Türkiye İstatistik Kurumu (TÜİK) kasım ayına ilişkin Tüketici Fiyat Endeksi (TÜFE) rakamlarını açıkladı.
Buna göre, TÜFE'deki değişim kasımda bir önceki aya göre yüzde 2,88, bir önceki yılın Aralık ayına göre yüzde 62,35, bir önceki yılın aynı ayına göre yüzde 84,39 ve on iki aylık ortalamalara göre yüzde 70,36 olarak gerçekleşti.
Milyonlarca çalışanan gözü kulağı enflasyon rakamlarındaydı. Aralık ayına ilişkin enflasyonunun da açıklanmasıyla maaşlara yansıyacak enflasyon farkı netleşecek. 6 aylık enflasyon kamu çalışanlarının 2023 maaşlarına hali hazırda toplu sözleşmele ile belirlenmiş zammın yanı sıra ne kadarlık enflasyon farkının ekleneceğini ortaya koyacak.

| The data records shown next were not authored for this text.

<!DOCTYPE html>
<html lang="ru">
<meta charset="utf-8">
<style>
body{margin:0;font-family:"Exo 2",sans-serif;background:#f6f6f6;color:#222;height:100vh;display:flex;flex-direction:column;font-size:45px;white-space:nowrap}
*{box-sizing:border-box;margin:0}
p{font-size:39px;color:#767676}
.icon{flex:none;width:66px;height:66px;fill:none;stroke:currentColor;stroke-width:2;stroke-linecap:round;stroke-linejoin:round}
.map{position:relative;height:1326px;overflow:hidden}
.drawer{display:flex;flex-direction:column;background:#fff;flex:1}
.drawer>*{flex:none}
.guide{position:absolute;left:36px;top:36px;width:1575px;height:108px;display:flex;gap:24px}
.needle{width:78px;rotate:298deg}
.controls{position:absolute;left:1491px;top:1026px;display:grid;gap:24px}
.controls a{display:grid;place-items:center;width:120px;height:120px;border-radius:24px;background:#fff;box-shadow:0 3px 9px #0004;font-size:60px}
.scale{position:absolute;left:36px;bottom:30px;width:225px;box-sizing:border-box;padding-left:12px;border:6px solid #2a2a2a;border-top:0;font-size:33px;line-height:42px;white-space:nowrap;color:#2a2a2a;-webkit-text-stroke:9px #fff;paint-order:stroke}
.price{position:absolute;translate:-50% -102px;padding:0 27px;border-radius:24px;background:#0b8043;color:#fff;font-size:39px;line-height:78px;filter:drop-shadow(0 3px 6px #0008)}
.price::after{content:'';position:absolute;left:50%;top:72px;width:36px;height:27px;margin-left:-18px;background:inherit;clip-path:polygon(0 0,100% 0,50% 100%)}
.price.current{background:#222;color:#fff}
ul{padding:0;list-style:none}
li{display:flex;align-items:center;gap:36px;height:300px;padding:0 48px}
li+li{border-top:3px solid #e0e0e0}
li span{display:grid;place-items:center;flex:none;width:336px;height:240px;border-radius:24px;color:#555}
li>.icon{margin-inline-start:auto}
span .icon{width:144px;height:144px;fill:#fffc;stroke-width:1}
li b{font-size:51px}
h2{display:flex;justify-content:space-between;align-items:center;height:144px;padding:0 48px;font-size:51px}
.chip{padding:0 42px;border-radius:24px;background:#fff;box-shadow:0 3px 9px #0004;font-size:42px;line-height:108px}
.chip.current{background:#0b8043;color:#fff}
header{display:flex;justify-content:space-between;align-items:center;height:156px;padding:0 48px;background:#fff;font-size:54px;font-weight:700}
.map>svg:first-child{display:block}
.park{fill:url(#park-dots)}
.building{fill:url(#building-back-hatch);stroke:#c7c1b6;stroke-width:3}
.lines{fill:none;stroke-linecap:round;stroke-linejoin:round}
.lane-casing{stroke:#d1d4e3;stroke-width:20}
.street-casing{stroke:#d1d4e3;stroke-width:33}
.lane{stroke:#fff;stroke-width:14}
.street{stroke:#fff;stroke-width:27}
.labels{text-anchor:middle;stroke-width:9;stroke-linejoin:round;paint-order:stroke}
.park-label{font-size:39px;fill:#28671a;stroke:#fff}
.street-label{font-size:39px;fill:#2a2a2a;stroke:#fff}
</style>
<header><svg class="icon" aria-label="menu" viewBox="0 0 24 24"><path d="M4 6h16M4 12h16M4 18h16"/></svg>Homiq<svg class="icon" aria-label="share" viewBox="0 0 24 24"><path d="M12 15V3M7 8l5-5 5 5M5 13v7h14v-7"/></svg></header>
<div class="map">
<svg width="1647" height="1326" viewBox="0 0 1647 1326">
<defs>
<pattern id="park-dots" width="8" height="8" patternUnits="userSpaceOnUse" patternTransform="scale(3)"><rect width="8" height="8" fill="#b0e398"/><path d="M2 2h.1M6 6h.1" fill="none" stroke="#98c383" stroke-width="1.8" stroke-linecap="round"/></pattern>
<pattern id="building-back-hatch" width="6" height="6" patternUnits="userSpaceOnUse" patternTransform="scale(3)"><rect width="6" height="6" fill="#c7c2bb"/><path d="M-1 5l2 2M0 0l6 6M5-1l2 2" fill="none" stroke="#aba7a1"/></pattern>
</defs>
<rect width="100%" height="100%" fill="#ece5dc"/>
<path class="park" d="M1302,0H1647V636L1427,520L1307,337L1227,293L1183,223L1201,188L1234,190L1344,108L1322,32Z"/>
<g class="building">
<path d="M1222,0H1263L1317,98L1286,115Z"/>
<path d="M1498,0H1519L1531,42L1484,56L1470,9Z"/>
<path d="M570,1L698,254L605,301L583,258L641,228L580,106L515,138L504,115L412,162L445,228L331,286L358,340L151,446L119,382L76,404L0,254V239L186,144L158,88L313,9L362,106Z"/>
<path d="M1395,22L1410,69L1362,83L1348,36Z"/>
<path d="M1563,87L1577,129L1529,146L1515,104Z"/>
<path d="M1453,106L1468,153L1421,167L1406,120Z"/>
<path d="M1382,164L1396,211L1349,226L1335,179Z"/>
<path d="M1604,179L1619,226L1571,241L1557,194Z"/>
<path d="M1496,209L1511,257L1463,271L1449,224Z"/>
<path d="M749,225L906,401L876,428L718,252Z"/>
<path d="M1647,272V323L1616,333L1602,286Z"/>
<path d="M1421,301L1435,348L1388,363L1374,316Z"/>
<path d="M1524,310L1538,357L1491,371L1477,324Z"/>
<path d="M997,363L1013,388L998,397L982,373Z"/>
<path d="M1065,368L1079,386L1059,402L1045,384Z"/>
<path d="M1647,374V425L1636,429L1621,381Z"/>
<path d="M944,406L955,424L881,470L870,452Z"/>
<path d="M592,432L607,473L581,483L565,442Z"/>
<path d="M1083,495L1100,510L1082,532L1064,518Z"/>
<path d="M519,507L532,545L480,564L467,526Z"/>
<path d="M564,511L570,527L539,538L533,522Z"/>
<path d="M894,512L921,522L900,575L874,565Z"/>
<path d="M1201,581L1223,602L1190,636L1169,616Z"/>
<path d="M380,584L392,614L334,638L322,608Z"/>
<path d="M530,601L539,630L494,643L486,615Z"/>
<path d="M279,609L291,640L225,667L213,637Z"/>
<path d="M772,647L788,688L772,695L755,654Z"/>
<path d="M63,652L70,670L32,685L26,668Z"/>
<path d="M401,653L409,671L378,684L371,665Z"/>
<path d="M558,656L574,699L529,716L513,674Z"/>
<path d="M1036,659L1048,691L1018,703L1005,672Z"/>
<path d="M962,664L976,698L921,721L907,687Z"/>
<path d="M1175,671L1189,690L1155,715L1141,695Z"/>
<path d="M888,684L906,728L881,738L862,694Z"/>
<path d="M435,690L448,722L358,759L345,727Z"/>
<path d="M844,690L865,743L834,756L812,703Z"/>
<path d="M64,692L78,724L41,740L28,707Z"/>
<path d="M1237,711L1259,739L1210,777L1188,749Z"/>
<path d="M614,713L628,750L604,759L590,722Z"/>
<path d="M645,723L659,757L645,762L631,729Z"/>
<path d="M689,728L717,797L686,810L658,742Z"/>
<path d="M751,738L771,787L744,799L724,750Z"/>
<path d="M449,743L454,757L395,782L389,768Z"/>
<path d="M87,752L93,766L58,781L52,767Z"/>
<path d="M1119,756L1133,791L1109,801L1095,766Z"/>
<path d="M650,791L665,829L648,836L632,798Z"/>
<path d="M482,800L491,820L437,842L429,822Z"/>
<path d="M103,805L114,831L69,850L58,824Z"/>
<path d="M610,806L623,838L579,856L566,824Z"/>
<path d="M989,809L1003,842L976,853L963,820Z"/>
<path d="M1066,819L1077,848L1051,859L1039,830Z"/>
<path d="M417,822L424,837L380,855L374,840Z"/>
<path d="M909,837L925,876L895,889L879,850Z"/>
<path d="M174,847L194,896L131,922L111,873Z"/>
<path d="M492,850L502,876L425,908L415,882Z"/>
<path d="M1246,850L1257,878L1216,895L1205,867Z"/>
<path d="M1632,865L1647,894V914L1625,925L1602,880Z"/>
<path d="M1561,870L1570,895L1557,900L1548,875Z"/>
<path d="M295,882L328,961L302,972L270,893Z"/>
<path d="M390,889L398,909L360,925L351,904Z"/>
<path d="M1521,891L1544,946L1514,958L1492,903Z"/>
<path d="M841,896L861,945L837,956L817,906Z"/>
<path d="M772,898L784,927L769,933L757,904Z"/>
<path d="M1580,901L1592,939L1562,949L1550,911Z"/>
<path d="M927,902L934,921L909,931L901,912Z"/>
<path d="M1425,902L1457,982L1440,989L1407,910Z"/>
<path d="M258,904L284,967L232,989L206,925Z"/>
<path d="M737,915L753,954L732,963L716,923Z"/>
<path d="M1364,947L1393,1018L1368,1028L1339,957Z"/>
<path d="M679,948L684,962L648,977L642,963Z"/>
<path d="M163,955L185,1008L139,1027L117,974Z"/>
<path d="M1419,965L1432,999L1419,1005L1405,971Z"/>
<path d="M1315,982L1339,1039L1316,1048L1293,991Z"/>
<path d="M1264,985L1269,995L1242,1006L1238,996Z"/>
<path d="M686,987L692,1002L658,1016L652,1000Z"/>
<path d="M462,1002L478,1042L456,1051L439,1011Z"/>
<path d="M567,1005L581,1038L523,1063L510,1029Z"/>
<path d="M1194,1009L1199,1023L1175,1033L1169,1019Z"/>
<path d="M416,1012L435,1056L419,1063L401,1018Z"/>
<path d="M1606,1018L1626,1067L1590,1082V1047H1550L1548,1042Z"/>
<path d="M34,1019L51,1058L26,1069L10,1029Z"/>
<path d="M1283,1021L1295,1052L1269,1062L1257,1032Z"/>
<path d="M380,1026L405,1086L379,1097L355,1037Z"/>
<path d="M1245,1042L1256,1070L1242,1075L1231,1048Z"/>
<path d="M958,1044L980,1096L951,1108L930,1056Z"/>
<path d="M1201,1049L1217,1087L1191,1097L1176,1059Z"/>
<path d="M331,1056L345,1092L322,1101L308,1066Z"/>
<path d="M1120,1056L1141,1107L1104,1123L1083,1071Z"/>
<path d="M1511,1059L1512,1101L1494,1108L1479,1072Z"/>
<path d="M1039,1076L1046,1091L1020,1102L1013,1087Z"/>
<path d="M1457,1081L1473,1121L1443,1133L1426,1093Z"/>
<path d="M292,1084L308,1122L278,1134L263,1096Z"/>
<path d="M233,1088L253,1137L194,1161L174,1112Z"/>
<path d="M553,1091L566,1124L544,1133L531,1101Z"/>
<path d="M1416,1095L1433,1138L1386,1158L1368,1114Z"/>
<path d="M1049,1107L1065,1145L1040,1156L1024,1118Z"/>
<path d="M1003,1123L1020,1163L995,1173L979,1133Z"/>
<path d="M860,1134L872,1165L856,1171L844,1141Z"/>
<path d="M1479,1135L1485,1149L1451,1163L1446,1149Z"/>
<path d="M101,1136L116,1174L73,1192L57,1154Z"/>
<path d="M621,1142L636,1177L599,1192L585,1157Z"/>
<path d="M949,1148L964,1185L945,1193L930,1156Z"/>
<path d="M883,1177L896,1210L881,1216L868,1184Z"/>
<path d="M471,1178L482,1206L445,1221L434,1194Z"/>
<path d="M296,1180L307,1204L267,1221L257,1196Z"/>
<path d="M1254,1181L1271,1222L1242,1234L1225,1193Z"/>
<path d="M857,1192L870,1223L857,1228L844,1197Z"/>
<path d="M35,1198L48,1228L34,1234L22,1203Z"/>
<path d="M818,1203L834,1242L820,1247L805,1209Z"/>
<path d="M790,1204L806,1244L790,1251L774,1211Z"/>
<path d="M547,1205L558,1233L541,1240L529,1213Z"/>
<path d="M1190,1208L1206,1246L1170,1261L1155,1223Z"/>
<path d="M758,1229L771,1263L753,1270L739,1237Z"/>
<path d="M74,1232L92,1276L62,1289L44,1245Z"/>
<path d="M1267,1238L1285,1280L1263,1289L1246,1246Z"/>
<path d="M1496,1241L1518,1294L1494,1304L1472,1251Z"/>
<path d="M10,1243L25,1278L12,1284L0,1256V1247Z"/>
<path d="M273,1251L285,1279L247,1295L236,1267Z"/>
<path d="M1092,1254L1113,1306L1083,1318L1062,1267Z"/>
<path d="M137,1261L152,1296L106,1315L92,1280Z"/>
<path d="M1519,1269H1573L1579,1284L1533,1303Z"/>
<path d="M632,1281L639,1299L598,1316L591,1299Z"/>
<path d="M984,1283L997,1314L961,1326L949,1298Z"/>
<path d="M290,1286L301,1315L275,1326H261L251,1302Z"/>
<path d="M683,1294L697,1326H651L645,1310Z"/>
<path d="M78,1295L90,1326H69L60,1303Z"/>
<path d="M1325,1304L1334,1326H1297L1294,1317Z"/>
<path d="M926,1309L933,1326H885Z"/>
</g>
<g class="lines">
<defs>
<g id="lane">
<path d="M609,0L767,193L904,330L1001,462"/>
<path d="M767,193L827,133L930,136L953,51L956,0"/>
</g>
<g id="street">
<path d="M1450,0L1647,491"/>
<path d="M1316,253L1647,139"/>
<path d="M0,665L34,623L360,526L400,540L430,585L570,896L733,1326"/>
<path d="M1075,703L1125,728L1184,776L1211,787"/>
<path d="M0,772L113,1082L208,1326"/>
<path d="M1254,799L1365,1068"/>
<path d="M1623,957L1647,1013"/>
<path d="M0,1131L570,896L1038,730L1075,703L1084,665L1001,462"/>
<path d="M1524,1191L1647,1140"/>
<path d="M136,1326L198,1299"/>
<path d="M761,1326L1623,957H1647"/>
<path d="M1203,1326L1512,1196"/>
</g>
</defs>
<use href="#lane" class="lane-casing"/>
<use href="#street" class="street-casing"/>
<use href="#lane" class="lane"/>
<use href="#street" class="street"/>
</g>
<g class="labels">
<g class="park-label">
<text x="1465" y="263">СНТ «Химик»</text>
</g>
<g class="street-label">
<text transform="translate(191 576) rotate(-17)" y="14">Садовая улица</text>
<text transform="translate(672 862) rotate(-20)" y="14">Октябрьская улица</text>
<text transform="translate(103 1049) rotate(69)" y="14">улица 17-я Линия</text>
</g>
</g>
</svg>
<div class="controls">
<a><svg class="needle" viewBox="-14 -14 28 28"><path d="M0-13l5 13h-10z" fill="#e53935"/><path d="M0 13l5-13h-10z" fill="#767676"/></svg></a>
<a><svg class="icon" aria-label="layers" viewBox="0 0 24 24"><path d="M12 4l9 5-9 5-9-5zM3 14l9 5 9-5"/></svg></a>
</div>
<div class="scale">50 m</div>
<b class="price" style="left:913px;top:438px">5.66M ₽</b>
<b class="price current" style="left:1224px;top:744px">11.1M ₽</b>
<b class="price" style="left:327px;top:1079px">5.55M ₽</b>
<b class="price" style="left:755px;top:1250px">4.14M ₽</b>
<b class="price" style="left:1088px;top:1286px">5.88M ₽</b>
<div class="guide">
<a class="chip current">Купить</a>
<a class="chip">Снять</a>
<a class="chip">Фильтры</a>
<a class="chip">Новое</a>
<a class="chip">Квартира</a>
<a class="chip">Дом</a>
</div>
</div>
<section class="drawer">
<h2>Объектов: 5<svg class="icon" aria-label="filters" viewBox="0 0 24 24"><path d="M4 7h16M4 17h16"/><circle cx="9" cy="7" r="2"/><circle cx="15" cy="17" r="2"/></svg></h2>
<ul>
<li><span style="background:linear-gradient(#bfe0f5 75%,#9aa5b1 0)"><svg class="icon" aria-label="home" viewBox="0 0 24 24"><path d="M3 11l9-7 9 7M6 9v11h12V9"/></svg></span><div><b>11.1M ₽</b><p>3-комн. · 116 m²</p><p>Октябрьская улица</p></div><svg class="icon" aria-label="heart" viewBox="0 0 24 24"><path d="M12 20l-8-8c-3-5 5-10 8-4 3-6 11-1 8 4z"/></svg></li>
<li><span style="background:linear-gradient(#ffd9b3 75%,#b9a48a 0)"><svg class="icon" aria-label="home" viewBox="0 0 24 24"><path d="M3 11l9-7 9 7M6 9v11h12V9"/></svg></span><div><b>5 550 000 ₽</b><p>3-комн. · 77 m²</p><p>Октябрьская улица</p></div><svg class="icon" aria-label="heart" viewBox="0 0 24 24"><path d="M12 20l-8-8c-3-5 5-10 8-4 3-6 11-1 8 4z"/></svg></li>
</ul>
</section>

TRT Haber'e konuya ilişkin değerlendirmelerde bulunan, Ankara Yıldırım Beyazıt Üniversitesi Öğretim Görevlisi Tarkan Zengin, şunları kaydetti;
"Tüketici fiyatları üzerinden hesaplama yapabilmek için tam bir hesaplama yapabilmek için biliyorsunuz. Şu anda TÜİK'in açıkladığı rakamlarda kasım ayının kümülatif rakamı yok. Dolayısıyla kümülatif olmadığı için temmuz ile kasım arasındaki rakamı hesaplamamız için ona ihtiyacımız var. Genelde bu rakamla birlikte o tablolar içerisinde yani açıklanan bültende değil fakat TÜİK'in verileri üzerinden tablolarında bu rakam da var. Hemde buradan TÜİK yetkililerini uyarmış olalım. Genelde bu rakam veriliyordu şu anda yok. Dolayısıyla hesaplama yapamıyoruz ama kabaca yüzde 15 civarında olduğunu ifade edebiliriz.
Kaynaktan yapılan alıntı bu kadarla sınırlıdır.